In Just In Time Learning, I argued that we should concentrate on learning the abstract rather than the concrete, for example new design patterns instead of new programming languages, because of their broader applicability. Now it may appear that I am going to argue for just the opposite.

One of the best ways I've found to learn new design patterns is to learn new programming languages that depend upon those patterns. One of the problems I have with using C++ to teach object oriented programming is that you don't have to use OOP to use C++. This was by design. It allows C++ to more easily and incrementally penetrate into legacy C code bases. You can use C++ as a "better" C, and ignore all the OO stuff. But this allows you to cheat if you are using C++ to learn OOP. Better to use a language like Java, which forces you to use OOP. Well, I suppose you can cheat in Java too, if you care to make everything static, but it's a heckuva lot more work than to just do it the right way straight off. Learning Java forces you into an OO way of thinking.

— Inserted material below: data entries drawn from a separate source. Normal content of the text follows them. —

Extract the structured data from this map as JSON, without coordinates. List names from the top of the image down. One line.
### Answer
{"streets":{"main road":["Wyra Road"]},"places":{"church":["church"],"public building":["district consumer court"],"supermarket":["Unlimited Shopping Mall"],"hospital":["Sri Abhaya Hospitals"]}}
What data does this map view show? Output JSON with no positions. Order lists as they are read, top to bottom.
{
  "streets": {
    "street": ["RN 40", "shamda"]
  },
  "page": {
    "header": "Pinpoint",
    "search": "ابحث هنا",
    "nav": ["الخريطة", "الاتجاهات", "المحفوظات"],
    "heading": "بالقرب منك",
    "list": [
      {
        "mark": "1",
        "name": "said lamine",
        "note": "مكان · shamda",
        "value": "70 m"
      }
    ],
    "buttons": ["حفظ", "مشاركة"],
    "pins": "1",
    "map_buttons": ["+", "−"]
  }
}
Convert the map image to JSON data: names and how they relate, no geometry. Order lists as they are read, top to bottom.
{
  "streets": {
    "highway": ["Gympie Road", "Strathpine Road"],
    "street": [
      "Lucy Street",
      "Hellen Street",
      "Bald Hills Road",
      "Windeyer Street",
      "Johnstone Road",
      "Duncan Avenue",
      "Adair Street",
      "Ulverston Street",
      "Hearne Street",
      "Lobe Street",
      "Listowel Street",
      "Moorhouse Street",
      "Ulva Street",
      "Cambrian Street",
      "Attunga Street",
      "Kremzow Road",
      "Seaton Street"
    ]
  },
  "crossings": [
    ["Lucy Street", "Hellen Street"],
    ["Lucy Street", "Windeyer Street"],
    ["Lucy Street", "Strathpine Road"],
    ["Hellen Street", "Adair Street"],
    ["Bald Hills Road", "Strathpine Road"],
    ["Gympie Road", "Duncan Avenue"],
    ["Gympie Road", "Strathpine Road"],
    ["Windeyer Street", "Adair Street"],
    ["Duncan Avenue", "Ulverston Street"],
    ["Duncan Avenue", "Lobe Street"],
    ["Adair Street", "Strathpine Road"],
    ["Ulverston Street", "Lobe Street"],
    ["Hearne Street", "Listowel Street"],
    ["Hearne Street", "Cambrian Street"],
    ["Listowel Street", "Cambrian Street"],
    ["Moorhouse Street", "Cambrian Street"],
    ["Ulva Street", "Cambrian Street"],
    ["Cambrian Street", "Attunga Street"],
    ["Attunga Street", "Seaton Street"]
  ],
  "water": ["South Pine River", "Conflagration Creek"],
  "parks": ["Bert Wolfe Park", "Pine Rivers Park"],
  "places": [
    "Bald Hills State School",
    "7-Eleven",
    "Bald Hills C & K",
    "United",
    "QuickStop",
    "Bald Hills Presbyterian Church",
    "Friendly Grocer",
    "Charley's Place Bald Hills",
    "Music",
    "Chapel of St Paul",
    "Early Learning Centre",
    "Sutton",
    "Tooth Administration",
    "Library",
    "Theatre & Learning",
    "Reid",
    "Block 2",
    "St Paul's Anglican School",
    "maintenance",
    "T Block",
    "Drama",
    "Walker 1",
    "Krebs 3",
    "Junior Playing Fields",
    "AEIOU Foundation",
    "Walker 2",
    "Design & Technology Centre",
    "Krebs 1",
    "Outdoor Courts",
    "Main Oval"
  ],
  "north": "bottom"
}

This is a variation of the Sapir-Whorf Hypothesis. No, Sapir-Whorf doesn't have anything to do with Klingons, although it may have something to do with the Klingon language. In the early to mid-twentieth century, linguist and anthropologist Edward Sapir and his student Benjamin Whorf formed a hypothesis that suggested that any natural language conditions the thoughts of the people that use it. In other words, not only does human culture influence the language used by that culture, but that the language in turn influences the thoughts of its speakers. If your natural language required that every sentence started with "Please", would children raised in such a society inevitably be more polite?

The hypothesis is essentially untestable, and has hence been controversial. Separating people from language for the purposes of a double blind study is impossible. But as a computer scientist and software developer, I find it hard not to be compelled by it. Because not only to do the design patterns you use influence what programming language you may choose to develop in, the programming language you develop in may influence what design patterns you choose.

In undergraduate and graduate school (this was back in the Dark Ages, you understand), I was lucky enough to have been exposed to a wide range of programming languages. C, much less Java, hadn't even been invented by the time I was an undergraduate. There was a rich culture of experimentation and innovation regarding programming languages, because no one language had really taken root as the "default" language to use for software development the way C and Java have today.

For sure, FORTRAN was was the language of choice (and still is) in scientific computing, and COBOL was the lingua franca for business applications. But every developer back then knew that neither FORTRAN nor COBOL was perfect for the burgeoning backlog of desired software applications, particularly for systems programming. That's why I ended up writing thousands of lines of assembler code (frequently using complex macro packages that made it look like a higher-level language) in the 1970s, and why C was invented at Bell Labs as a kind of structured assembler language. But it also lead to dozens, maybe hundreds, of other programming languages being tossed out into the software development community to see if any of them would stick. Let a thousand flowers bloom; let a thousand schools of thought contend. Except unlike Mao, the computer science community meant it.

Some of these languages were domain specific. Some were designed around novel hardware or operating system architectures. Some tossed the whole idea of procedural programming out the window, leading to whole new techniques for designing algorithms. Learning and programming in these languages lead to a many new paradigms and patterns being imprinted on your brain.

But see, here's the thing. Many of these new schools of thought can be adopted to languages like C, C++, and Java. They can lead to new and better ways to solve problems. Ways that were more efficient, more easily understood, and even more economically maintainable.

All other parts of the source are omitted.